AIM OF THE TASK
Output exactly the line containing "<button>+</button>" and each line after it through the last line of the records, and nothing else.

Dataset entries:
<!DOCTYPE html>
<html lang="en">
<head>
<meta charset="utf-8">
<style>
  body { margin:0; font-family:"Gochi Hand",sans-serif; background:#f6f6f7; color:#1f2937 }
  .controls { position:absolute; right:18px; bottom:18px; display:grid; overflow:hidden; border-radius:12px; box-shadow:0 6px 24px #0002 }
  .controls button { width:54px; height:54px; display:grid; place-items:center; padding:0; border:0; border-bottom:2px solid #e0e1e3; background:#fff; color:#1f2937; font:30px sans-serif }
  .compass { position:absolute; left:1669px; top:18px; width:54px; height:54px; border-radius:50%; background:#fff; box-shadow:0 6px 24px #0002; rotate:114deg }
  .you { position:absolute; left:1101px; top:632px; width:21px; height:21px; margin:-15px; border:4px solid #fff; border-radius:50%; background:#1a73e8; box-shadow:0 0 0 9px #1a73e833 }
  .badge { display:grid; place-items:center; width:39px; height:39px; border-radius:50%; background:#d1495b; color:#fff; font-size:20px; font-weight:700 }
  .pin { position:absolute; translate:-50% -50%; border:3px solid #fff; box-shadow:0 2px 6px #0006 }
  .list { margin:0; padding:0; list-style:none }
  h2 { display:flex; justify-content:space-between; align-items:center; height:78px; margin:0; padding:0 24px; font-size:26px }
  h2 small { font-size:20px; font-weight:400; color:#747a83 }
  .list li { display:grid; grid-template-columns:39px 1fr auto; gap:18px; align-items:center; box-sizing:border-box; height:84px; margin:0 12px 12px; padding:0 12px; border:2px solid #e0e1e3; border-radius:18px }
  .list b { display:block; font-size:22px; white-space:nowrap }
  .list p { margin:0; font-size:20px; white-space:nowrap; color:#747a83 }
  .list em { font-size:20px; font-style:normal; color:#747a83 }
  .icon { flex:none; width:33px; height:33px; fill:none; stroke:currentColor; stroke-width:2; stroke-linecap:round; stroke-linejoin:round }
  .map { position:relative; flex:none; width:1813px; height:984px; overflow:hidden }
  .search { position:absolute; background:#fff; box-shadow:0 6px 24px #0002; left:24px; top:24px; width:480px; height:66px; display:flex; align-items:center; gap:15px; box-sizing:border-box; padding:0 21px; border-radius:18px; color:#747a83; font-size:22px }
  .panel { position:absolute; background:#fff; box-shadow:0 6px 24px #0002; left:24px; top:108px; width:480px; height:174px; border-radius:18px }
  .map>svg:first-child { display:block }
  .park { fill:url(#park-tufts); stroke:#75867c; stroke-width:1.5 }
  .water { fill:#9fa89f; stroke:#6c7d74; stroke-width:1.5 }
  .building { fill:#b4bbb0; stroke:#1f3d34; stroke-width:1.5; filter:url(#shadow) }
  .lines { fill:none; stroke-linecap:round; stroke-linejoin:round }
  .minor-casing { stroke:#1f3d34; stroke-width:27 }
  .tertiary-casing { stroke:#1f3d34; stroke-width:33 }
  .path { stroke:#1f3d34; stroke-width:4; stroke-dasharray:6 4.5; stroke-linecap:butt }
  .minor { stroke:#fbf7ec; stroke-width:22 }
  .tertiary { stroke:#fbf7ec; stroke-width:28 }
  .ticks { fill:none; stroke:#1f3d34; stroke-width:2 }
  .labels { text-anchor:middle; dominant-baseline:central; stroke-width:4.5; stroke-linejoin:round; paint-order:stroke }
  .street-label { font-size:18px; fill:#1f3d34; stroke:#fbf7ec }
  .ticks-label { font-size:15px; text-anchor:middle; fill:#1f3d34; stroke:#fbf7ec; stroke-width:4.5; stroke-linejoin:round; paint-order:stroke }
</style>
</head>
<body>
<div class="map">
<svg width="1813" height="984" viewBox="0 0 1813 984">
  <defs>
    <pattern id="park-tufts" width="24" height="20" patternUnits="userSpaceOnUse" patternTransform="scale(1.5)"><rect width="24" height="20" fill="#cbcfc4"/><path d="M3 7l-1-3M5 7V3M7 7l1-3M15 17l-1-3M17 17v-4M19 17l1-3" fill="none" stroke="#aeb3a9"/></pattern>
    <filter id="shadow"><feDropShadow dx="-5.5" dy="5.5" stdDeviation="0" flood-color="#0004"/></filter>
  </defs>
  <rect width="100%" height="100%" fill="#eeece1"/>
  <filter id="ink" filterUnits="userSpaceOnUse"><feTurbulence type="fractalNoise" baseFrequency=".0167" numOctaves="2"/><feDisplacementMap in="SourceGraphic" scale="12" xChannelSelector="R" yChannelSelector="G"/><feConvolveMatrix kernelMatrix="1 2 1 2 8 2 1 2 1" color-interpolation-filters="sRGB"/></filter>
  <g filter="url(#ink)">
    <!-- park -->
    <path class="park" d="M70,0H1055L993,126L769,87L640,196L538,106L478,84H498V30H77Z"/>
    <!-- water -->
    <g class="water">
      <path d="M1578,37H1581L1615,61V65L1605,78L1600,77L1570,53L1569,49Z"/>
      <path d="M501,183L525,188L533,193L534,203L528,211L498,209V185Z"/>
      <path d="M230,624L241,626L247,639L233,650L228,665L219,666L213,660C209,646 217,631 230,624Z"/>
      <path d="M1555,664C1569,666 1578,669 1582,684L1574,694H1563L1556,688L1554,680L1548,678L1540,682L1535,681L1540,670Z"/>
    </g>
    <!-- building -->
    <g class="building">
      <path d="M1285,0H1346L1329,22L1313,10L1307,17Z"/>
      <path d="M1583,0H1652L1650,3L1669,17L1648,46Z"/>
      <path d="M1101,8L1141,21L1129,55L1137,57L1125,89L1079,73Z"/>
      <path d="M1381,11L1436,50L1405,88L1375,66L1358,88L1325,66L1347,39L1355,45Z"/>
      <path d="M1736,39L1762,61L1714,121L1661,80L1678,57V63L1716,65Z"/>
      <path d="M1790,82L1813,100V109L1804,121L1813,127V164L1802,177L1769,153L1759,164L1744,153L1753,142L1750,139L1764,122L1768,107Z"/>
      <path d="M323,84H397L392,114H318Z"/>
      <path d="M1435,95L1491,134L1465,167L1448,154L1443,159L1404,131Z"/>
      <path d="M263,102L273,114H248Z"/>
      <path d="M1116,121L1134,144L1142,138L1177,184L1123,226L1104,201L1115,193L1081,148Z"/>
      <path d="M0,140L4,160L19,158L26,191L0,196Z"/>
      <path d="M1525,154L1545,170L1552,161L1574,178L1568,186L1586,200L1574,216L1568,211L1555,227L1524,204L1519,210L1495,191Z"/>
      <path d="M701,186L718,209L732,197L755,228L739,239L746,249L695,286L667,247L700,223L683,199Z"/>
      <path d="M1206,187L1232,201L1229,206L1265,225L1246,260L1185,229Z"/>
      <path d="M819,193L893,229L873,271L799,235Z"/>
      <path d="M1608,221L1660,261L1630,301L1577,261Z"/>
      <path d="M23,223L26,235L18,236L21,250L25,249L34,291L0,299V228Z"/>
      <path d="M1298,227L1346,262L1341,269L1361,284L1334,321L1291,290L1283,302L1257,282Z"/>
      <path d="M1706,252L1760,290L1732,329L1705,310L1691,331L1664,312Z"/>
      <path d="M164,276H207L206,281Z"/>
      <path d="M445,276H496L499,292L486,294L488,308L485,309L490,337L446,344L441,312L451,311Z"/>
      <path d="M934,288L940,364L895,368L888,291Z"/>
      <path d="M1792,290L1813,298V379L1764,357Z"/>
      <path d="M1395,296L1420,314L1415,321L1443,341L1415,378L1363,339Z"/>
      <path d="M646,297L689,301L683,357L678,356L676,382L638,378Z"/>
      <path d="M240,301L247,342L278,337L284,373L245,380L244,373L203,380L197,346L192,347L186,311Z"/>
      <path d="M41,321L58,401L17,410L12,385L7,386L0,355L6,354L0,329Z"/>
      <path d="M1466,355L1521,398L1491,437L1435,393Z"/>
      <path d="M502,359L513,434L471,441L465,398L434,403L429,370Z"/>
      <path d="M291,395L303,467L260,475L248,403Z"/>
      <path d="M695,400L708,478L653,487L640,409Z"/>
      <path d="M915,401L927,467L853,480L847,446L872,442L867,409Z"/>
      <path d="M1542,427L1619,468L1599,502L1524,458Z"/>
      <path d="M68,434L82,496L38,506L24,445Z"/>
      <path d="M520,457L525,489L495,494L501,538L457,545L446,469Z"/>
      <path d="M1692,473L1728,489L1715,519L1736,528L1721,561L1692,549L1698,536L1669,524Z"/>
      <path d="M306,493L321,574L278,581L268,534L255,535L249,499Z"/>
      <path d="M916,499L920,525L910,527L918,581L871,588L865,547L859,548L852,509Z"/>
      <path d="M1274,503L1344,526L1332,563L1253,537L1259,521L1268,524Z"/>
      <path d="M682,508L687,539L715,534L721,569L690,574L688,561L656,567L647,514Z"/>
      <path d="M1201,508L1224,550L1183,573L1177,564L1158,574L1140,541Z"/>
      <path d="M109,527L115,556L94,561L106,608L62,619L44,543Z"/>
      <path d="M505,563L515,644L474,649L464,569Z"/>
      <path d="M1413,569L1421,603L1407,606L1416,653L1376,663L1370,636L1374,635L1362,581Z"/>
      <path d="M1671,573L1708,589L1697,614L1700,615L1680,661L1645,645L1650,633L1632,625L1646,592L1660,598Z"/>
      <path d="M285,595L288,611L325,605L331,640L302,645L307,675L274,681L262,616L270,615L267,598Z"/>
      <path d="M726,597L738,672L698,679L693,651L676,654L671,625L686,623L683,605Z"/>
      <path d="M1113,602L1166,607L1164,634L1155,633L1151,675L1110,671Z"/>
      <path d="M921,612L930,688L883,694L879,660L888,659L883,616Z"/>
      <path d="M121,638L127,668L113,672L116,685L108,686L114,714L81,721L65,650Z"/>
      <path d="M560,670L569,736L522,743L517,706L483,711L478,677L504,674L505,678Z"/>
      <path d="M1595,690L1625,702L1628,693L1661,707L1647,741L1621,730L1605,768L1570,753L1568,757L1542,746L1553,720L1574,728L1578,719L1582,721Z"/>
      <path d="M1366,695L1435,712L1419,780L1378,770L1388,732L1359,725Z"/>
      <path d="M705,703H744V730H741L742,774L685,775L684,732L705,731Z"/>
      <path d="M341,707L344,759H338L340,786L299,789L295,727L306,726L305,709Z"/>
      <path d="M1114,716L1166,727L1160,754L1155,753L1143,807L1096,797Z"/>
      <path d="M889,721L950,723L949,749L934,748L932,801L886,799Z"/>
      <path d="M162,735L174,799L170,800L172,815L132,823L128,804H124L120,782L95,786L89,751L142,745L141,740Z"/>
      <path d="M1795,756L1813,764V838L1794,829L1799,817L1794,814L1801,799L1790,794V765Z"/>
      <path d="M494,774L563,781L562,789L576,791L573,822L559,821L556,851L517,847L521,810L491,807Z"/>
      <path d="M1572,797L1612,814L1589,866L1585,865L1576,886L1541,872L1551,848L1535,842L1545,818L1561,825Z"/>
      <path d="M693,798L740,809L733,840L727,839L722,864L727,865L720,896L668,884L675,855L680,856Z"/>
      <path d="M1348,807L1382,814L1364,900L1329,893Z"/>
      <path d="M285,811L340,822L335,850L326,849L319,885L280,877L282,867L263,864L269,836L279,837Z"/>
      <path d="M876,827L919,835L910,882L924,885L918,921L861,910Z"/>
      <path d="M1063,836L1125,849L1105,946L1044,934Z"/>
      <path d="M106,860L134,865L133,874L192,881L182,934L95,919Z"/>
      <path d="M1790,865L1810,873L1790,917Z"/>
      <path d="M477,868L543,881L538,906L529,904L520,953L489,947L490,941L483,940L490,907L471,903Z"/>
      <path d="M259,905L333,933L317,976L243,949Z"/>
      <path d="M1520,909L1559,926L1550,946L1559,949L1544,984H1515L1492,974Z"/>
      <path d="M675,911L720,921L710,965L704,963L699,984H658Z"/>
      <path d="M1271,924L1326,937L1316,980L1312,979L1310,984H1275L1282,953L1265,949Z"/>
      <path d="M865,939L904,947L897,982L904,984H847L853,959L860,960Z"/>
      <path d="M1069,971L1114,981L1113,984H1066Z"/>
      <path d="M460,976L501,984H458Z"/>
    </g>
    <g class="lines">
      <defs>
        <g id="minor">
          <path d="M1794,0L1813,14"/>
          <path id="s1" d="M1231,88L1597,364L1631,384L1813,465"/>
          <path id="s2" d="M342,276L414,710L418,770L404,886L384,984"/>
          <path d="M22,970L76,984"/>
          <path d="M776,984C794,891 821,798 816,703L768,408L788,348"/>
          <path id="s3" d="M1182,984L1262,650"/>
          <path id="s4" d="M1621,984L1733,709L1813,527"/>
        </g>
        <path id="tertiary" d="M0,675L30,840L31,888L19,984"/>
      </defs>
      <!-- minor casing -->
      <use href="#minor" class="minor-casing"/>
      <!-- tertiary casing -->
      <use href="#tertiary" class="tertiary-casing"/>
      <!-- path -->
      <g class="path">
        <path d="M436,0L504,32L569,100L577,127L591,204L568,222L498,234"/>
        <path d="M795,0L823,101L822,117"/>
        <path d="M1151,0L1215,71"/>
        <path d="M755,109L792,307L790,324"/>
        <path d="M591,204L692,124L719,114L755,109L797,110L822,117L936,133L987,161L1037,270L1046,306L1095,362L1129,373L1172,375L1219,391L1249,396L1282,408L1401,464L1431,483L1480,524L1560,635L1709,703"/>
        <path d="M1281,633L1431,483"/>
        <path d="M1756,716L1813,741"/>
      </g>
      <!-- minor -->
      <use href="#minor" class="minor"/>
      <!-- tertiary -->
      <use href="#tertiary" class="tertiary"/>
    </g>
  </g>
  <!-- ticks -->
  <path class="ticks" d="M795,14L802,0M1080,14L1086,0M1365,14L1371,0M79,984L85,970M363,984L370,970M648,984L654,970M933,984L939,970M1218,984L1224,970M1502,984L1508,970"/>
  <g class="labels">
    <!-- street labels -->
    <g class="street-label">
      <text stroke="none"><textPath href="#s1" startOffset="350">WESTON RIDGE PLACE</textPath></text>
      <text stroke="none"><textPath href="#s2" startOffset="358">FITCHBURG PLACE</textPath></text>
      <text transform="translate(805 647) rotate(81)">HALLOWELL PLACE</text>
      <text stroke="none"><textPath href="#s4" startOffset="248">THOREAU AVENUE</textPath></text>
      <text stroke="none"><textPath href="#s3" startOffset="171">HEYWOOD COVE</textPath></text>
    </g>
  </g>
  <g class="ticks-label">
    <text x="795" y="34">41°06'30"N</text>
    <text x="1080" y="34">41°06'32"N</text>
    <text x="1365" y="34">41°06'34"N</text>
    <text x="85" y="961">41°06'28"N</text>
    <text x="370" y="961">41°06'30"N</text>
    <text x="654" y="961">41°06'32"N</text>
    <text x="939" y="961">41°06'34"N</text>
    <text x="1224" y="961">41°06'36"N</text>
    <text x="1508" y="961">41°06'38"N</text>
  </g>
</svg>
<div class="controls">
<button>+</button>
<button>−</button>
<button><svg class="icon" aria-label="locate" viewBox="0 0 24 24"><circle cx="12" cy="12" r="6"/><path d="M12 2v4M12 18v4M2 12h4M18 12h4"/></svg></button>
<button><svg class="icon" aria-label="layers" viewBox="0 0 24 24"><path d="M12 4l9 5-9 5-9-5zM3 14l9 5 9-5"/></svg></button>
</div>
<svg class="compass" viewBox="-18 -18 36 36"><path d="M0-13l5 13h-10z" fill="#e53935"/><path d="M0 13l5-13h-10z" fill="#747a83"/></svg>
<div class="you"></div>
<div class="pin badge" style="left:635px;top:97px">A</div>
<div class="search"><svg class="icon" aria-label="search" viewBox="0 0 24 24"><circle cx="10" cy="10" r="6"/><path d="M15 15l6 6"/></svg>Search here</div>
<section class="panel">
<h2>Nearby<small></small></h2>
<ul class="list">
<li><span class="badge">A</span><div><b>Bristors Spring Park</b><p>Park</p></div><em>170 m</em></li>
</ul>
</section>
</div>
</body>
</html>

OUTPUT OF THE TASK
<button>+</button>
<button>−</button>
<button><svg class="icon" aria-label="locate" viewBox="0 0 24 24"><circle cx="12" cy="12" r="6"/><path d="M12 2v4M12 18v4M2 12h4M18 12h4"/></svg></button>
<button><svg class="icon" aria-label="layers" viewBox="0 0 24 24"><path d="M12 4l9 5-9 5-9-5zM3 14l9 5 9-5"/></svg></button>
</div>
<svg class="compass" viewBox="-18 -18 36 36"><path d="M0-13l5 13h-10z" fill="#e53935"/><path d="M0 13l5-13h-10z" fill="#747a83"/></svg>
<div class="you"></div>
<div class="pin badge" style="left:635px;top:97px">A</div>
<div class="search"><svg class="icon" aria-label="search" viewBox="0 0 24 24"><circle cx="10" cy="10" r="6"/><path d="M15 15l6 6"/></svg>Search here</div>
<section class="panel">
<h2>Nearby<small></small></h2>
<ul class="list">
<li><span class="badge">A</span><div><b>Bristors Spring Park</b><p>Park</p></div><em>170 m</em></li>
</ul>
</section>
</div>
</body>
</html>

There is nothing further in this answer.